The problem is that data centers need enormous amounts of water not only for direct server cooling, but also indirectly — the power plants that feed them themselves consume water for cooling. In water-stressed areas such as the southwestern US or Southern Europe, this creates direct competition between AI and agriculture or drinking water for residents.
What to do about it: The UN's plan for responsible AI
The UN report doesn't just bring warnings — it also offers a concrete plan for the responsible use of AI, built on three pillars:
Transparency. Operators should be required to report energy consumption, water usage, and emissions — at the level of individual models, not just entire data centers. Without detailed data, the problem cannot be effectively addressed.

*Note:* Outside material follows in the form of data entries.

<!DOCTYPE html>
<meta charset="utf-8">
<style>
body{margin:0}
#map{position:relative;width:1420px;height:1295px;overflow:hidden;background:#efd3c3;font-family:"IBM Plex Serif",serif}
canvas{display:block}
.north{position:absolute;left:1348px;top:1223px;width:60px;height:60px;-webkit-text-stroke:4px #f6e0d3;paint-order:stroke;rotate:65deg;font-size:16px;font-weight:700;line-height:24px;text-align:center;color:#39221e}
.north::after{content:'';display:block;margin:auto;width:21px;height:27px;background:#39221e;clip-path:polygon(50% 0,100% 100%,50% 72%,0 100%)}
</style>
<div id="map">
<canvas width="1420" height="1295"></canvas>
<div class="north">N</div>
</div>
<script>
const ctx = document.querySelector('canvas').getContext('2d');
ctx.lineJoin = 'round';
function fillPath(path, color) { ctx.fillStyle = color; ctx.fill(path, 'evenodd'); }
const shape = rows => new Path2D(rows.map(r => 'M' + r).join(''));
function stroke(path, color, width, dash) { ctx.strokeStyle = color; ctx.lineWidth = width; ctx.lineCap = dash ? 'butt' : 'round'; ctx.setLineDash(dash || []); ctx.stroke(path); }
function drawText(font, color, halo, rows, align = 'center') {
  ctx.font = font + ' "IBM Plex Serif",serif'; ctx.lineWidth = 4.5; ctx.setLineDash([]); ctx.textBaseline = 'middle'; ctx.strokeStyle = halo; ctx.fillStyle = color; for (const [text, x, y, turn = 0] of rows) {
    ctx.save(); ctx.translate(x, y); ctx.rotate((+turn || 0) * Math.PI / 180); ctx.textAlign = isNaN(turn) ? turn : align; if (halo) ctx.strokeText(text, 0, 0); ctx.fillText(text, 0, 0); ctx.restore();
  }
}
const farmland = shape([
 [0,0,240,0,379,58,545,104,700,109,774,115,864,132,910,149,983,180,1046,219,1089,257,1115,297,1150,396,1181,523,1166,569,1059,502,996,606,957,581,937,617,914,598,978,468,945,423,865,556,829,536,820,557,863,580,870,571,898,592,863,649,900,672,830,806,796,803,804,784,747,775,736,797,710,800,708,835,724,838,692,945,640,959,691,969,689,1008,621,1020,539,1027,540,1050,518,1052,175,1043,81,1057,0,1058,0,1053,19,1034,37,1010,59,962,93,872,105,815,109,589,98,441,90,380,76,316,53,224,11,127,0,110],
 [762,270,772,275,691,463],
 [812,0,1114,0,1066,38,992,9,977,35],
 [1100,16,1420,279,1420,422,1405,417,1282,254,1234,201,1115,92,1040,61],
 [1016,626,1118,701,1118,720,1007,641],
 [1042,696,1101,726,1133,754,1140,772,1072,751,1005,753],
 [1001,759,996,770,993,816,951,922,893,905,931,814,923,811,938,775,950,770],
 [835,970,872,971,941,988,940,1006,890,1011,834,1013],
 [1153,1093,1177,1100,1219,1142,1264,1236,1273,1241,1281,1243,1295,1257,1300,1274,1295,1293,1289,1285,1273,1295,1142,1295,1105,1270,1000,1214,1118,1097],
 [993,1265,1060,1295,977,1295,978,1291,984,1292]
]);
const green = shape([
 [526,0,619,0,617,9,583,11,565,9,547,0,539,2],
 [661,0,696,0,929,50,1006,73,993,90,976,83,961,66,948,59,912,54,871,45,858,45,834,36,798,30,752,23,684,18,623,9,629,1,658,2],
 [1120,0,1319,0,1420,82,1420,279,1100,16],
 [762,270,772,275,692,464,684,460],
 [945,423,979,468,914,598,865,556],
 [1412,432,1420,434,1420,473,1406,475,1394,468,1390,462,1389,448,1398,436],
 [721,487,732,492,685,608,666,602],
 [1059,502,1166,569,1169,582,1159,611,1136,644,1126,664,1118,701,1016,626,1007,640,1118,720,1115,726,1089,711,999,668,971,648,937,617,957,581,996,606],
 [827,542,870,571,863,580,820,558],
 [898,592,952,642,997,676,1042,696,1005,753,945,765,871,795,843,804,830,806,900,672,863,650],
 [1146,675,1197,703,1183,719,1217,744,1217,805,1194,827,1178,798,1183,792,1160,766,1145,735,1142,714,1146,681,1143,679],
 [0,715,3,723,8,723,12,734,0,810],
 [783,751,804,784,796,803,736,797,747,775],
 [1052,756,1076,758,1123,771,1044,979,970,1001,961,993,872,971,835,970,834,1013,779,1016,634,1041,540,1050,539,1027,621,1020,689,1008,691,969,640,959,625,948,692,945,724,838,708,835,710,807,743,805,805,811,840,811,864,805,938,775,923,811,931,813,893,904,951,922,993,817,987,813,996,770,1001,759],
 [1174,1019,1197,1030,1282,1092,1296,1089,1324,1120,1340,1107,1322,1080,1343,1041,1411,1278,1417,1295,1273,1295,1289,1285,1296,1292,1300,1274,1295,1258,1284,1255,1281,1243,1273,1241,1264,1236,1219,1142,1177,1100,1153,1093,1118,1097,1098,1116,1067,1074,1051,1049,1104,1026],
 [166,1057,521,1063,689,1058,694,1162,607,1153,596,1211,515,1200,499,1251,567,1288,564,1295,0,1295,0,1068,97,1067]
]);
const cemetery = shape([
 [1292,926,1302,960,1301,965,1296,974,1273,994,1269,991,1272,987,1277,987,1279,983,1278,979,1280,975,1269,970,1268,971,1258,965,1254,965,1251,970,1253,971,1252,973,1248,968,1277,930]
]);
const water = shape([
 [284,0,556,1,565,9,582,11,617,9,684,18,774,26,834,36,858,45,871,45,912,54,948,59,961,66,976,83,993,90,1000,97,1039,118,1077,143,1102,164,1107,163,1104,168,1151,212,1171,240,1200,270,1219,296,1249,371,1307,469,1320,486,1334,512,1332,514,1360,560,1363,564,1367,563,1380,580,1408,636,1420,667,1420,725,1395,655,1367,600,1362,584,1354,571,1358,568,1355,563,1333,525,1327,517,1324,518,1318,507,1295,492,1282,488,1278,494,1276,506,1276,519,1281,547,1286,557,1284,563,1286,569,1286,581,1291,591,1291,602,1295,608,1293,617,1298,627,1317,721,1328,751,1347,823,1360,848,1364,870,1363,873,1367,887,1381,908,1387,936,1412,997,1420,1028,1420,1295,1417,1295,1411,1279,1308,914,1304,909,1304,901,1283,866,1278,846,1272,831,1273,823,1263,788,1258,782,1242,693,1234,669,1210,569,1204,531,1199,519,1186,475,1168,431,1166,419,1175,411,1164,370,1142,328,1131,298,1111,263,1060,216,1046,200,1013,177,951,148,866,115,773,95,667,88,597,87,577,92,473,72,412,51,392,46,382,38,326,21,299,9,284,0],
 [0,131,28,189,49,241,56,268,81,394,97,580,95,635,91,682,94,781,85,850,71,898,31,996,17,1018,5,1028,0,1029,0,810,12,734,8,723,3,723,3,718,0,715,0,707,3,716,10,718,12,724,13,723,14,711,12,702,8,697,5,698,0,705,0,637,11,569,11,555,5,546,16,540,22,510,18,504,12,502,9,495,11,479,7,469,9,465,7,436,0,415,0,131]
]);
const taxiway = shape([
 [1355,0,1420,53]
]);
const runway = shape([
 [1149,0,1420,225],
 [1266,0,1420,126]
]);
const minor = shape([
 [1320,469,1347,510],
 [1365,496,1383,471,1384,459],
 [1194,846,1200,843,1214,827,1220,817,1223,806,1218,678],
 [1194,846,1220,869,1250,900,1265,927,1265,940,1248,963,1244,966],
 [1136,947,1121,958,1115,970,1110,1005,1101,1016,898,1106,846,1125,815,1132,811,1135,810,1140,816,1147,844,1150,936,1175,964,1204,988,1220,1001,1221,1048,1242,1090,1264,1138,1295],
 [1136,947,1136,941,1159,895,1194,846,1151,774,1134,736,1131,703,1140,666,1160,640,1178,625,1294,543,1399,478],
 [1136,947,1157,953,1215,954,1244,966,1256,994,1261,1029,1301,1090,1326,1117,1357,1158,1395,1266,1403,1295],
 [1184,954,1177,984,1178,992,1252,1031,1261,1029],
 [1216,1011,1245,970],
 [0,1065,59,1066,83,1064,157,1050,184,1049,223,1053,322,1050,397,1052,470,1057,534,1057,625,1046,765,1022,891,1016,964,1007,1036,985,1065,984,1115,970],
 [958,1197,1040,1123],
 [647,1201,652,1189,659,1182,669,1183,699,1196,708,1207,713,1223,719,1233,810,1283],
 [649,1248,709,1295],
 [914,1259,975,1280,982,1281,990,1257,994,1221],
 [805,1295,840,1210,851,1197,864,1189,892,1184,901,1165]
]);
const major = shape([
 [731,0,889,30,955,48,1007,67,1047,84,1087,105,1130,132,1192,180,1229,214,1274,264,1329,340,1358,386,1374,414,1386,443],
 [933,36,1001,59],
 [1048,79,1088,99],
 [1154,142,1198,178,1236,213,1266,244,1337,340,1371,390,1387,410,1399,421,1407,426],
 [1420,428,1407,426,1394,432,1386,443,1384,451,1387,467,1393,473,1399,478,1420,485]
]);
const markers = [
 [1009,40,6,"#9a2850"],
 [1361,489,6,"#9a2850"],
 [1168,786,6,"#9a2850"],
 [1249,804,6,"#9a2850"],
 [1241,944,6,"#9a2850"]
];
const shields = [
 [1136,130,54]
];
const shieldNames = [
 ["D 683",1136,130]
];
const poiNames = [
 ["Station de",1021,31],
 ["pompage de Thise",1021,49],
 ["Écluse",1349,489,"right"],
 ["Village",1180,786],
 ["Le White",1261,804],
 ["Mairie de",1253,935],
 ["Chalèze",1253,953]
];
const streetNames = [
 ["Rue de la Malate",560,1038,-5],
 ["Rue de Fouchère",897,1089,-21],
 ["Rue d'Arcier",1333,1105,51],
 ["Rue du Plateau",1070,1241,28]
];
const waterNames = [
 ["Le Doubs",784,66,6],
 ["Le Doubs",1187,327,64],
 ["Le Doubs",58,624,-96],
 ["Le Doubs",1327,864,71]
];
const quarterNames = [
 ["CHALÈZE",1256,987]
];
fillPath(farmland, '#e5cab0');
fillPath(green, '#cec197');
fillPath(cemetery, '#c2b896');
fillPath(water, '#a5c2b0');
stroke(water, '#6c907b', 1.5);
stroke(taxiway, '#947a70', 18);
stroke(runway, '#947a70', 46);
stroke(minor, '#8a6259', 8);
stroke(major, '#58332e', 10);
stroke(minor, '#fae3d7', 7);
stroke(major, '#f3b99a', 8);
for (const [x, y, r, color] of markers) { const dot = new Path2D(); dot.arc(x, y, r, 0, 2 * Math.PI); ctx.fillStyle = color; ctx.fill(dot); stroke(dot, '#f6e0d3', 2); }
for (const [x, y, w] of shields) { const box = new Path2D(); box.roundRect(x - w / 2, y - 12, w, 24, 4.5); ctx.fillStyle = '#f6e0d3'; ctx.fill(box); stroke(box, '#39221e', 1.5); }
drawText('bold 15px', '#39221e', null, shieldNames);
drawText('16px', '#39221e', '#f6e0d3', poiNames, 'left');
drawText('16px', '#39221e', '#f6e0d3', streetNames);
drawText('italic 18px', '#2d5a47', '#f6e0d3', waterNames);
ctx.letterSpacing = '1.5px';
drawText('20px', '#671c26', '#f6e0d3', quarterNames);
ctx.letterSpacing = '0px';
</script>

Equity. The environmental impacts of AI are geographically uneven. While the benefits of AI models are primarily enjoyed by wealthy countries, the negative impacts — raw material extraction, water consumption, emissions — often fall on developing regions. The UN calls for a fairer distribution of costs and benefits.
Sustainability. Innovation in AI must go hand in hand with sustainable resource use. This means investments in renewable energy for data centers, development of more efficient cooling systems, and thorough environmental impact assessments before approving new projects.
For the average user, the lesson is simple: every interaction with AI has a real environmental footprint. That doesn't mean we should stop using ChatGPT. But it's worth thinking about whether we really need to generate ten variants of a company logo or let AI run in the background as a "second monitor" when it's not necessary.
How much energy does a single ChatGPT query consume compared to a regular Google search?
According to International Energy Agency (IEA) estimates, a single ChatGPT query consumes approximately 2.9 watt-hours of electricity — roughly ten times more than a regular Google search (0.3 watt-hours). The difference is due to the fact that the language model must perform extensive computations across billions of parameters, while classic search merely scans pre-indexed pages. With billions of queries per day, this represents a dramatic difference in total consumption.
Why do data centers need so much water? Isn't regular air cooling enough?
Modern AI chips like the Nvidia H100 or B200 produce enormous amounts of heat — a single server rack can have a power draw of over 100 kW. Air cooling is insufficient for such power density, which is why liquid cooling systems (most commonly evaporative cooling) are used, consuming huge volumes of water. Some water evaporates and cannot be reused — it is precisely this "consumed" water that is the main problem, especially in dry regions. Newer technologies like immersion cooling promise lower consumption, but are not yet widely deployed.
Does the problem also affect smaller AI models running locally on a phone or laptop?
Training large models represents the biggest one-time burden, but operation (inference) — i.e., the actual answering of queries — is responsible for the majority of long-term consumption. Small models running locally on devices (so-called on-device AI) have a significantly lower energy footprint per query. However, their spread across billions of devices could once again increase total consumption — another demonstration of the Jevons paradox in practice. Even so, local models are far gentler in terms of impact on water and infrastructure, since they don't require cooling in data centers.